Food taboos: Why won't Irish people eat horse meat?

When it comes to food there are some things people in Ireland will not put up with


When it comes to food there are some things people in Ireland will not put up with. The shock this week about the presence of horse DNA in burgers reminds us that, beyond concerns about traceability and contamination of the food chain, Irish people just won’t eat horse.

“In the European continent eating horse meat and donkey meat would be fairly common,” says Regina Sexton, a food historian based at University College Cork. The reason for our own reluctance is a cultural peculiarity. “There’s an affection and an antiquity to our affection for the horse in Ireland.”

Sexton calls our reluctance to eat horses a “food taboo” and observes that it’s just one of many. “I think there will always be taboo foods from a cultural perspective, a psychological perspective and an individual perspective.”

In the case of horses, as with dogs, the reasoning is largely sentimental. “We would have a relationship around it that is too sacred to contravene by eating it,” she says.

READ MORE

But we have many other food taboos. We don’t eat carnivores, for example. And Sexton notes that other foods that were formerly staples of the Irish diet fell out of fashion for pragmatic reasons – “rabbit was widely eaten before the advent of myxomatosis” – while we rarely eat some foods that we produce for a worldwide market.

Once a food is considered taboo in any way, an extra level of taboo gets attributed to eating it for economic necessity.

“Often in the past we have visited the world of taboo food in times of need and hardship,” says Sexton.

“We eat these foods when the staple food fails and we have no other choice.

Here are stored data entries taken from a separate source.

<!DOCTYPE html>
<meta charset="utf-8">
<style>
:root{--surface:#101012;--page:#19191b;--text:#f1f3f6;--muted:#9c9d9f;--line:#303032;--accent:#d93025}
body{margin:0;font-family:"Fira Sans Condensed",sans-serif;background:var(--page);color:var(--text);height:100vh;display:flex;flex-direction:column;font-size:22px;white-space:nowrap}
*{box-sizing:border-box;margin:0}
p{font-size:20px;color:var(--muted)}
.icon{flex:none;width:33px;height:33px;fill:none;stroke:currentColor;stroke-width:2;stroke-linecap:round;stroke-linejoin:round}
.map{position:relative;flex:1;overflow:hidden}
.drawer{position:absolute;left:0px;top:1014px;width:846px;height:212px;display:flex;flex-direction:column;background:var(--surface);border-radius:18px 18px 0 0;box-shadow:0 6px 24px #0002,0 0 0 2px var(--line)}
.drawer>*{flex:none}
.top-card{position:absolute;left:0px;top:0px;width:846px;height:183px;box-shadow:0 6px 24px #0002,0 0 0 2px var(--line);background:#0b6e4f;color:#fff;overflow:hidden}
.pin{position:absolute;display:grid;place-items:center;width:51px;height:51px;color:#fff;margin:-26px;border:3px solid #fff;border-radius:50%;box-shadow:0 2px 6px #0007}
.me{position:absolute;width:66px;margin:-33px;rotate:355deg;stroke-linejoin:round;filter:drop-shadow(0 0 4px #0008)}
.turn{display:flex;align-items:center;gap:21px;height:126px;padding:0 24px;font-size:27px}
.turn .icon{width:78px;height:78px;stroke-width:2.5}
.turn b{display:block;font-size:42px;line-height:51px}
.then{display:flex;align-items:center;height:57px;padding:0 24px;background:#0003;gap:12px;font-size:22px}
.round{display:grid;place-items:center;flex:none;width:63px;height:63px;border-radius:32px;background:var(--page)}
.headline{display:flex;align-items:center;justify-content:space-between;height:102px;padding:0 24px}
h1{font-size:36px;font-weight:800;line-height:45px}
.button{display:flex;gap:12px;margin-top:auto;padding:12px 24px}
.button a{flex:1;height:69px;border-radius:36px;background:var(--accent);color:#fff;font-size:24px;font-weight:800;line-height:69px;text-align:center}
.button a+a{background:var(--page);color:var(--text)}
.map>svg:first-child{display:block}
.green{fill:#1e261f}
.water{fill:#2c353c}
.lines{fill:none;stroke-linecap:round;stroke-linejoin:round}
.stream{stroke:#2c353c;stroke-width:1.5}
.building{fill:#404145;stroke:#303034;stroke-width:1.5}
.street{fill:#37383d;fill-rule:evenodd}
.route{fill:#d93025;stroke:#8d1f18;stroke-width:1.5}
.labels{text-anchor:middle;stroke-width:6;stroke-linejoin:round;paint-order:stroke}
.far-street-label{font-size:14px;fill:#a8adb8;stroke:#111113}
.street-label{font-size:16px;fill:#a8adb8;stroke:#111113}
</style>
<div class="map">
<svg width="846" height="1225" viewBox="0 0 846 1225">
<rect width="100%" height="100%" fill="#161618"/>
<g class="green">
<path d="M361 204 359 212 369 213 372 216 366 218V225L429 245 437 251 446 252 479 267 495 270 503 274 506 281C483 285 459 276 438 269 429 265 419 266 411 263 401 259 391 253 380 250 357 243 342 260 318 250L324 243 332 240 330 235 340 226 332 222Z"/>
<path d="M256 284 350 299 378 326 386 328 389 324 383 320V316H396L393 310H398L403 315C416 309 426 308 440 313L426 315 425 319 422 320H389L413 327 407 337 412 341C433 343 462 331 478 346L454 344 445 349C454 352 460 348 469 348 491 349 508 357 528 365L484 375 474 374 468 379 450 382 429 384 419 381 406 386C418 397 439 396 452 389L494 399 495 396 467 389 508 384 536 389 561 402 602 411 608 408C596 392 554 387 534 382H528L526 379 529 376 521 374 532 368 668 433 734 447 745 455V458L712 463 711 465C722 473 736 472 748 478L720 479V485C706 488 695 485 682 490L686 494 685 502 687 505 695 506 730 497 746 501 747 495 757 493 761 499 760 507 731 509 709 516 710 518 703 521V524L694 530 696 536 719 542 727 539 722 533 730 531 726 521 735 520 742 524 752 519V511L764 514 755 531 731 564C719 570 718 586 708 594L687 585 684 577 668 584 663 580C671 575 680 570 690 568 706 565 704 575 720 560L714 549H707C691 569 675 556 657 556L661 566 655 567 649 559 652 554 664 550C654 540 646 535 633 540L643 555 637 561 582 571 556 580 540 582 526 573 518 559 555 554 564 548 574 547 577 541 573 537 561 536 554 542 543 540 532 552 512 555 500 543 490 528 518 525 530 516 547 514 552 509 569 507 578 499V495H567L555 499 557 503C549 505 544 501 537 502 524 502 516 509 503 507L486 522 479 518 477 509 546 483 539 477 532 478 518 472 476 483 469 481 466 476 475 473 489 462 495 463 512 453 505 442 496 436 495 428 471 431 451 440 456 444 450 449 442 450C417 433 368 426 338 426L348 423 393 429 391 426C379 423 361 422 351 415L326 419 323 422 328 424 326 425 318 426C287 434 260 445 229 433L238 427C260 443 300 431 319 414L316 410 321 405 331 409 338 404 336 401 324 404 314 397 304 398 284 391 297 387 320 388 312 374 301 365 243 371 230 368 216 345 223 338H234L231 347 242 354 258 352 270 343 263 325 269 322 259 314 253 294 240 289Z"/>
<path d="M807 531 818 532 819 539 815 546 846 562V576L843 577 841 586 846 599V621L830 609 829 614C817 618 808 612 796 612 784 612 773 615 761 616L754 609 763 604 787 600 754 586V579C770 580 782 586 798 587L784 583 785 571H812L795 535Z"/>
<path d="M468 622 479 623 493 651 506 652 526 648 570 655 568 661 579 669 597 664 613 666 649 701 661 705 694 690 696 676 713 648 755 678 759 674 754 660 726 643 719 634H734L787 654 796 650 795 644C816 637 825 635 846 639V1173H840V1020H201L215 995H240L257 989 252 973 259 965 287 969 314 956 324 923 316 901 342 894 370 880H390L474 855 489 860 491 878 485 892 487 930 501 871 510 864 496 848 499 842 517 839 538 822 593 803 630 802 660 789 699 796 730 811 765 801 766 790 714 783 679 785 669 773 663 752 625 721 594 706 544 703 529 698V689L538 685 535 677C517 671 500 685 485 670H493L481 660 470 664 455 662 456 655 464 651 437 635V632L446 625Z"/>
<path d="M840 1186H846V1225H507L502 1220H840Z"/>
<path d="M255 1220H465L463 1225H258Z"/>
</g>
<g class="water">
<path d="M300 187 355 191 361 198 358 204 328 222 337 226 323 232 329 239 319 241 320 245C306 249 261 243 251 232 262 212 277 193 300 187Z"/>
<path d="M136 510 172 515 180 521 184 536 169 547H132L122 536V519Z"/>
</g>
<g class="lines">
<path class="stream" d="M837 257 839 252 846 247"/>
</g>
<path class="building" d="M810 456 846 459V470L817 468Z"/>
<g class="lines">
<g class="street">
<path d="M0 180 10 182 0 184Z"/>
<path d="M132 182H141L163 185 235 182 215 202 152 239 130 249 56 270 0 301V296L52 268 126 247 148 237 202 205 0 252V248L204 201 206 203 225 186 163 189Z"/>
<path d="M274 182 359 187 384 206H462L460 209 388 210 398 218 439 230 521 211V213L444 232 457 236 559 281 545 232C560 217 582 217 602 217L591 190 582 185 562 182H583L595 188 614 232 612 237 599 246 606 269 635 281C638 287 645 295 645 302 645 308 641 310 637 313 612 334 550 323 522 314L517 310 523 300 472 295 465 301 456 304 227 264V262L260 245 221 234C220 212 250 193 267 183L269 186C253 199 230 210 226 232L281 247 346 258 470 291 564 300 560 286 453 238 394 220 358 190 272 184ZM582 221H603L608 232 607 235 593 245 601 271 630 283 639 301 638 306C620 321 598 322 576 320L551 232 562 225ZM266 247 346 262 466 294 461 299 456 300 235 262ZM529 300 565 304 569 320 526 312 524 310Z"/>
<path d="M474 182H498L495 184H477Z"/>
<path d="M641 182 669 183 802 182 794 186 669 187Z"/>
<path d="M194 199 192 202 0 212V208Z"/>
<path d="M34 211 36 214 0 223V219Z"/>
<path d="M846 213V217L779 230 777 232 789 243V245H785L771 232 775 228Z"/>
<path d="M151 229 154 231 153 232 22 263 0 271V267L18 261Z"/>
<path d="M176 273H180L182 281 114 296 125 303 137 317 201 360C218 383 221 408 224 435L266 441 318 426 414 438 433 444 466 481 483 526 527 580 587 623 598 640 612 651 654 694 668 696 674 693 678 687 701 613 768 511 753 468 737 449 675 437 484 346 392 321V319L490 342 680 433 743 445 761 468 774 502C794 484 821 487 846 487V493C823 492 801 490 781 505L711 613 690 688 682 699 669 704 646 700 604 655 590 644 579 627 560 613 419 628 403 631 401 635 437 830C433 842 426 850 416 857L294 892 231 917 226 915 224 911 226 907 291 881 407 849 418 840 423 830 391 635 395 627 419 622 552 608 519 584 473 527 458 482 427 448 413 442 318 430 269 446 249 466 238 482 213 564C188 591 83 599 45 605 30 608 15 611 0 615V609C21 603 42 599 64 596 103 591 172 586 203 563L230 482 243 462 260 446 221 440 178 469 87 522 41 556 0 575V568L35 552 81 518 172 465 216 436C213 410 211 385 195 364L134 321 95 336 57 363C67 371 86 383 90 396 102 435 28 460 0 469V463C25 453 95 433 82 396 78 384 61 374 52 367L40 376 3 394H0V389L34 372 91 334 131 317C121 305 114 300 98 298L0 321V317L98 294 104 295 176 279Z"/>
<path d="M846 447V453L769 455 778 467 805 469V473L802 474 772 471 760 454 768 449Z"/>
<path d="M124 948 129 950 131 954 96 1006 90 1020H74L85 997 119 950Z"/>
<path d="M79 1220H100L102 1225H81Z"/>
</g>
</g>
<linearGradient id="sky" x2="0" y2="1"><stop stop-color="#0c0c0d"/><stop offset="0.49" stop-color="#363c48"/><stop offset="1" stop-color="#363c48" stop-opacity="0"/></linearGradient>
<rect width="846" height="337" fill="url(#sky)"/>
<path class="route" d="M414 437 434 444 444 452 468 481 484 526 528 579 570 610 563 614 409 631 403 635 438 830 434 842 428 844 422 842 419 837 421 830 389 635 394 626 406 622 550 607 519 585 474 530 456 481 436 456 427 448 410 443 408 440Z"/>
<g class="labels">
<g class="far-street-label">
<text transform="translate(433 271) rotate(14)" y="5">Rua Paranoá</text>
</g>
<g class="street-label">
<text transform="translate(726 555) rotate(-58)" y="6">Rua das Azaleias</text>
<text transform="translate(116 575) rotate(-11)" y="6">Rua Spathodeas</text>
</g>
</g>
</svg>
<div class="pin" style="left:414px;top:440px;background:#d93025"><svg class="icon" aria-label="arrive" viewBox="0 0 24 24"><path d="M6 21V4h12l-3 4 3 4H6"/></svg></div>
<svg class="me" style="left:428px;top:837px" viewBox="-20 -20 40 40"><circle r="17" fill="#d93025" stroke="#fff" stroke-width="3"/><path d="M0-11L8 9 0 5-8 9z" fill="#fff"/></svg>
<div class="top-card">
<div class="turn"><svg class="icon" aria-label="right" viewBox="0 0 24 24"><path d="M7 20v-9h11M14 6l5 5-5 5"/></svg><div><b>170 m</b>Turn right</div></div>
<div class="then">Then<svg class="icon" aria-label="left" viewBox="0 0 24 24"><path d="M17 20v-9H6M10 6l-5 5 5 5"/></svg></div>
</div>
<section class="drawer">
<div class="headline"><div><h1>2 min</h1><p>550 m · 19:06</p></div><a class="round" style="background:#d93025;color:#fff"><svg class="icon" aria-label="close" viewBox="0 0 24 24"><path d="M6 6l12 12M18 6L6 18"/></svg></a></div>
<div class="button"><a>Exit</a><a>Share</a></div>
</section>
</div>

So they’re associated with want, extreme situations, poverty and so on.”

Indeed, many taboos that have grown around food have economic roots in the first place. Free food from nature has often been stigmatised despite attempts to circumvent this.

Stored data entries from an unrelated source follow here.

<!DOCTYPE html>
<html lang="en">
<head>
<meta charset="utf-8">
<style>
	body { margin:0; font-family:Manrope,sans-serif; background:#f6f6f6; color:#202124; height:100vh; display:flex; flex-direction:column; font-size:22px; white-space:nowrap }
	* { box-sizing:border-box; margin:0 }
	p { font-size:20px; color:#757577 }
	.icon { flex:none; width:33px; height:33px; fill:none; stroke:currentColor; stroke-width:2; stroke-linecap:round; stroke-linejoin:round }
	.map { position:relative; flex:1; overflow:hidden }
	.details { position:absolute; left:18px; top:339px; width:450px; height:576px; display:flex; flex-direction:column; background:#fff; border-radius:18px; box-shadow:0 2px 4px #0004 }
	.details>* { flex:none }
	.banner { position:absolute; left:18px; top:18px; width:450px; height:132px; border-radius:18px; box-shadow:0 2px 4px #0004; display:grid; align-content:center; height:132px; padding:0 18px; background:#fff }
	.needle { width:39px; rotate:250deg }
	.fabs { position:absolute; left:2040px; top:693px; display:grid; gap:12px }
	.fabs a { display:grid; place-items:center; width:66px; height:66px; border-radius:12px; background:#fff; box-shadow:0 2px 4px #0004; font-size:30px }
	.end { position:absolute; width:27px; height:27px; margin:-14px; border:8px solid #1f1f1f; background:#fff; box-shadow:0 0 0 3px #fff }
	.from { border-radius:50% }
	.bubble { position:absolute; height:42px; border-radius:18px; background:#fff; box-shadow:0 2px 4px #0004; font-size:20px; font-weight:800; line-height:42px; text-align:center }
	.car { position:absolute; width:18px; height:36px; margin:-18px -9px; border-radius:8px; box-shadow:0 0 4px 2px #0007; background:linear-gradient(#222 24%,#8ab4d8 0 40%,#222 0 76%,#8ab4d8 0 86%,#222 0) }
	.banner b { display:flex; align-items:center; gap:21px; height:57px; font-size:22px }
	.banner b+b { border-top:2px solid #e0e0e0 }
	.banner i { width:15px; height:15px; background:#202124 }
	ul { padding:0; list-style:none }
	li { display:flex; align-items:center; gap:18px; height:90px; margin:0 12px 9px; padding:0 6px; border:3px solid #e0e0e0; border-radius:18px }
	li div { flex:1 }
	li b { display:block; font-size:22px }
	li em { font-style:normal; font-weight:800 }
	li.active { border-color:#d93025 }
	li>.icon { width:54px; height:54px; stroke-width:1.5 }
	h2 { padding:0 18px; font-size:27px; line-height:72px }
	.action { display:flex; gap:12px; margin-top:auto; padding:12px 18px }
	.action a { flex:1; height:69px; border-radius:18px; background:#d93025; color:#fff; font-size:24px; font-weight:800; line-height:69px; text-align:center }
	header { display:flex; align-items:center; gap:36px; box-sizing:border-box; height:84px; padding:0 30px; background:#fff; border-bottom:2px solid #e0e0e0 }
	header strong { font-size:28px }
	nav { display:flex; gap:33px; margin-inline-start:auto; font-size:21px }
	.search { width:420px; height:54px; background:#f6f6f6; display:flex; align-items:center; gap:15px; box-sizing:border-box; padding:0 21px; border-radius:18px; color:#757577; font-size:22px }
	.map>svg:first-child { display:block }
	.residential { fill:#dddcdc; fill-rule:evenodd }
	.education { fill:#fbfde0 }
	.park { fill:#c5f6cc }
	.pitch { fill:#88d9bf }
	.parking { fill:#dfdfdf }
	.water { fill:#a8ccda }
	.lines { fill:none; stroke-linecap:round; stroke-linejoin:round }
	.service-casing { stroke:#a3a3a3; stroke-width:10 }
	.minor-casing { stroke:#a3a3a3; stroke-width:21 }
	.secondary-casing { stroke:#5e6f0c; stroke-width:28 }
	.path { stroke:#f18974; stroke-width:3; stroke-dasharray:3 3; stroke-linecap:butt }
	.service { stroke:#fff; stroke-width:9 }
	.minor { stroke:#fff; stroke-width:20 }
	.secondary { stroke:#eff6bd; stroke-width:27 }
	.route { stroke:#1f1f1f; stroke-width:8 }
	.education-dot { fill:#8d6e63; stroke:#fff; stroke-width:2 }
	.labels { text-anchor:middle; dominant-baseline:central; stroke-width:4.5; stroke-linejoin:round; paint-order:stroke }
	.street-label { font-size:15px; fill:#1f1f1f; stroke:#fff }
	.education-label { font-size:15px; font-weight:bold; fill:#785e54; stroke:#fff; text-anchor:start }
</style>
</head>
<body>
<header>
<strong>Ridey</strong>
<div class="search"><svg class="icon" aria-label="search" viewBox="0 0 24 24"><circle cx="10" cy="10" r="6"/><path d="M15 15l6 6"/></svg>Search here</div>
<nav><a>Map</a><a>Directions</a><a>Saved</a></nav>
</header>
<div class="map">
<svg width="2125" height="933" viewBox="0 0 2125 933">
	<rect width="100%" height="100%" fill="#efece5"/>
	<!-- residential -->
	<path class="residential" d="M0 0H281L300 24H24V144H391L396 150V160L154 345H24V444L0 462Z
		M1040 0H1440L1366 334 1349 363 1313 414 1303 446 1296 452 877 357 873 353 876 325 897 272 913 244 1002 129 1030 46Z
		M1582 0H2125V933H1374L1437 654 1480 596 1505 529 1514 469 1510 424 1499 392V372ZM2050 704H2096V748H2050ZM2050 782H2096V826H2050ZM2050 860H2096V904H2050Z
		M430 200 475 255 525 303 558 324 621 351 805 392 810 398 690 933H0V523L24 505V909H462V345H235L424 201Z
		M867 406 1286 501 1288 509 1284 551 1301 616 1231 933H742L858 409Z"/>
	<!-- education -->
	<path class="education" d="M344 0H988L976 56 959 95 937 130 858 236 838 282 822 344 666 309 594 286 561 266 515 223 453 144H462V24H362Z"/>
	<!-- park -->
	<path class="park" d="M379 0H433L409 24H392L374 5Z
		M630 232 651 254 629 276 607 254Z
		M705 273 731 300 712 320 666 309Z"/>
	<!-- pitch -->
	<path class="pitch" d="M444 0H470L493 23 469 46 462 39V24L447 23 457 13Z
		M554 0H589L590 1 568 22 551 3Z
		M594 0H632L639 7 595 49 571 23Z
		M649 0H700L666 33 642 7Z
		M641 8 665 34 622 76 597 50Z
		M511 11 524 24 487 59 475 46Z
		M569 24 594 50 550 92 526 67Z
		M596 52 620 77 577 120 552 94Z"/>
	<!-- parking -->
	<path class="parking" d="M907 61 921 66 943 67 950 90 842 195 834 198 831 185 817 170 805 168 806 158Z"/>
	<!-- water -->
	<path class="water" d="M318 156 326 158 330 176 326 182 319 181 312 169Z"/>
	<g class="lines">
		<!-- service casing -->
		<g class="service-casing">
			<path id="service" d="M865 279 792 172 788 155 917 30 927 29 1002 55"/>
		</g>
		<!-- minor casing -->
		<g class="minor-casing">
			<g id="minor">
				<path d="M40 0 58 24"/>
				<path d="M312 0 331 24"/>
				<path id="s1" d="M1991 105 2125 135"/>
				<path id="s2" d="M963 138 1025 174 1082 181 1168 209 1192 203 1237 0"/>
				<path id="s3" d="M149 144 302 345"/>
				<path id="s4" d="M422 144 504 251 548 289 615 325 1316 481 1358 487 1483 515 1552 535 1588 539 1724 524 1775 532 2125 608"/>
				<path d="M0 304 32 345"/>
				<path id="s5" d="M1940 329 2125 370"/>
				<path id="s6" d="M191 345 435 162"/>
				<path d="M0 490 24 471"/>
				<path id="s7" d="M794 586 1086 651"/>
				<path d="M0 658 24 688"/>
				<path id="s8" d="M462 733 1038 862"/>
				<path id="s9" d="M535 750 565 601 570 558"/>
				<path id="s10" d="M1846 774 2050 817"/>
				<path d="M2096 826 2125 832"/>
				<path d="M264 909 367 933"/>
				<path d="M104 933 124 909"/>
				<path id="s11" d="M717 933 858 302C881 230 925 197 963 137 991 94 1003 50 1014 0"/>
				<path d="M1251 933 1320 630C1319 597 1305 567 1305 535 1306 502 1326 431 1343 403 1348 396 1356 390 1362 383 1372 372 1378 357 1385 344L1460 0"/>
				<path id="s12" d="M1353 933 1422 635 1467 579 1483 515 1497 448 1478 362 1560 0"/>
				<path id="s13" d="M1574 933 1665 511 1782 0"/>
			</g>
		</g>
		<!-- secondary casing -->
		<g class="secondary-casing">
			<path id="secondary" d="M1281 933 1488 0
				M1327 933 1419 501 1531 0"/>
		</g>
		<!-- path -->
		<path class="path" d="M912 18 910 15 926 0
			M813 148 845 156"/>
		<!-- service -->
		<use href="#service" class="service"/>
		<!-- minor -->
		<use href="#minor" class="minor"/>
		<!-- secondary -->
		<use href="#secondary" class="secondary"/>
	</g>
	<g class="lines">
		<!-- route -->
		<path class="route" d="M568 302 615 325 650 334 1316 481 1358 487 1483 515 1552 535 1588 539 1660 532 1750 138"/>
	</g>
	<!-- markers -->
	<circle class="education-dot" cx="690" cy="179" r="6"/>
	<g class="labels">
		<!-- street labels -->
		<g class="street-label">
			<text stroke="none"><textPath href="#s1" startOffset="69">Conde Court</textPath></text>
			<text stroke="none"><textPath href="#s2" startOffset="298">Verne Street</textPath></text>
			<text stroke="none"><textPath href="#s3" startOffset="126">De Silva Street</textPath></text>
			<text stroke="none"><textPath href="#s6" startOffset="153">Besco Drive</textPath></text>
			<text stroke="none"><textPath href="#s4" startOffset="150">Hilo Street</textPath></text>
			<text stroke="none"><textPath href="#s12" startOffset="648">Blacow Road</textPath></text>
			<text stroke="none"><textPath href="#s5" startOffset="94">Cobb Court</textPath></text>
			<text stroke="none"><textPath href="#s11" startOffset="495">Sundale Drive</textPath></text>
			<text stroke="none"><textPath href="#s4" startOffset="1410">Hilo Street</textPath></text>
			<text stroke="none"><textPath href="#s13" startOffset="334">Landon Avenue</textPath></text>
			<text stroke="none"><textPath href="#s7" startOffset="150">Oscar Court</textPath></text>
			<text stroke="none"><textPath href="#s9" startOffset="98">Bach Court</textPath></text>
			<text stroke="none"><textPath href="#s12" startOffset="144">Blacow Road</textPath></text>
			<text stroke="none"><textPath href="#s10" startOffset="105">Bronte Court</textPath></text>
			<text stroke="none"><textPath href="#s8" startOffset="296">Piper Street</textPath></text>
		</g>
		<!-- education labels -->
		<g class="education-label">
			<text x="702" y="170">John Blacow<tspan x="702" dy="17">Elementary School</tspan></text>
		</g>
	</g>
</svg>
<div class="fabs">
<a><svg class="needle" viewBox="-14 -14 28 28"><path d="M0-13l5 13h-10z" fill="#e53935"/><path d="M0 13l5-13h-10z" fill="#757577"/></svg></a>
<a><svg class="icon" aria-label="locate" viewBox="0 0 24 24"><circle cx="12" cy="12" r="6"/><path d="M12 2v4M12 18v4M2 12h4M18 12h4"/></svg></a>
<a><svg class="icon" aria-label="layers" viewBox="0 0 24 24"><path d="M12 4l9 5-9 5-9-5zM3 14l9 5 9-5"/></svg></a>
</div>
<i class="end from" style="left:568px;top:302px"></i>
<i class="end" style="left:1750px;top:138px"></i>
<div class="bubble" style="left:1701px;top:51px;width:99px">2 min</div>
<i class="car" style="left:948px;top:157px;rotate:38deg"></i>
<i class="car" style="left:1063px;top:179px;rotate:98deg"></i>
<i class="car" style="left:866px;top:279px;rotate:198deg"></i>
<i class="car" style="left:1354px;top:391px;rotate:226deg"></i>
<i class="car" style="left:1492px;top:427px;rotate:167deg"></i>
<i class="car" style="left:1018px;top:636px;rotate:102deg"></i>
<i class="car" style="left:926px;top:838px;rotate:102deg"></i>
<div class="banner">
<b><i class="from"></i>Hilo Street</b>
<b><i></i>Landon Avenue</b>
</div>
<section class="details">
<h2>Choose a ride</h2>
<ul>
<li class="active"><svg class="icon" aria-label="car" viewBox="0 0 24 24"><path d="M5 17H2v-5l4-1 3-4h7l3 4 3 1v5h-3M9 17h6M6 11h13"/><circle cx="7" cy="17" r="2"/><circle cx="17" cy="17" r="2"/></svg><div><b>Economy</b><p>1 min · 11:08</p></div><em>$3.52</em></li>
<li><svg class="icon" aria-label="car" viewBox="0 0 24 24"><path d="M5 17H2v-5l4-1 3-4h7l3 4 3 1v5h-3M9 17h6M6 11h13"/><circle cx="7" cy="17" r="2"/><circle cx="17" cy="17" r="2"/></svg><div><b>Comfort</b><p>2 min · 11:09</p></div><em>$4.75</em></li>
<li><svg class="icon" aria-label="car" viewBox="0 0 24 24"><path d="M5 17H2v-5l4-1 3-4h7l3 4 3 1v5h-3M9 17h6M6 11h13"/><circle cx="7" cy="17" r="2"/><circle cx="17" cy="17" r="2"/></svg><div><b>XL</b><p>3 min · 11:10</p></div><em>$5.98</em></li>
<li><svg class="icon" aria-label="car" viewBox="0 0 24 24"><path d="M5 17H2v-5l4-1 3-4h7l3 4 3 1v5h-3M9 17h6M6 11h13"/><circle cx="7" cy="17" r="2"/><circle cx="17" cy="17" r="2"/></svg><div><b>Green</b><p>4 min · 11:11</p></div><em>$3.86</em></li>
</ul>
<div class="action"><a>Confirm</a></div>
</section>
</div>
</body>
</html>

In 1940, in response to the outbreak of war, Vicomte de Mauduit, a Frenchman living in Britain, published ‘They Can’t Ration These’, a book of recipes for “food for free”, such as squirrel, nettles and hedgehog. (Wrap it in clay and bake it to get the spines out.) It was part of a widespread attempt to reorient conservative British food culture in the face of shortages and rationing, but none of these foods ever quite took off.

“Food for free has always been looked on with suspicion,” says Sexton. “There is a small tradition of eating hedgehogs in Ireland, but it would be with groups that are outside the mainstream, marginal groups, like the Travelling community. Nettle soup and wild plants would have been eaten much more in the past, and around coastal areas shellfish were widely eaten, but nobody broadcast the fact that these things were eaten because they were too commonplace, and so there was a taboo around them.”

Of course, food cultures change, new foods enter our diets and shameful ones are reclaimed. “Formerly taboo foods like wild plants are now the epitome of fashion for the leisured classes,” says Sexton. She’s less confident that horse meat will ever become an Irish delicacy.

Dr Michael Wallace, a lecturer in agricultural economics at University College Dublin, says the primary impediment to the production of horse meat for Irish consumption is cultural.

“Right across Europe there’s no shortage of horse meat,” he says. “It’s an abundance of a very cheap sort of protein. There are a small number of Irish meat factories licensed to slaughter horses, but all those carcasses are exported and go to continental Europe.

“As for Irish people eating horse meat? I’ve heard of people going to France and sampling horse meat and feeling that that was okay but that they wouldn’t order it in a restaurant here.

“I don’t think there would be a problem producing it if the market was there. Like any small businesspeople, farmers can adapt really quickly to what the public wants, but before people started producing horse meat for the Irish consumer there’d have to be strong economic incentives there which currently don’t exist.”

Sexton believes the current scandal reveals less about old taboos about eating horses and more about a newer taboo: squeamishness about where food comes from in the first place.

“Killing the pig would have been a commonplace activity in Irish farms until well into the 20th century, and children would have grown up with the image of seeing hearts, intestines, blood, kidneys and so on,” she says.

“People are increasingly ignorant of where our food comes from and how the supply chain works. If they knew a bit more I think they wouldn’t be surprised to find that foreign bodies could slip in.”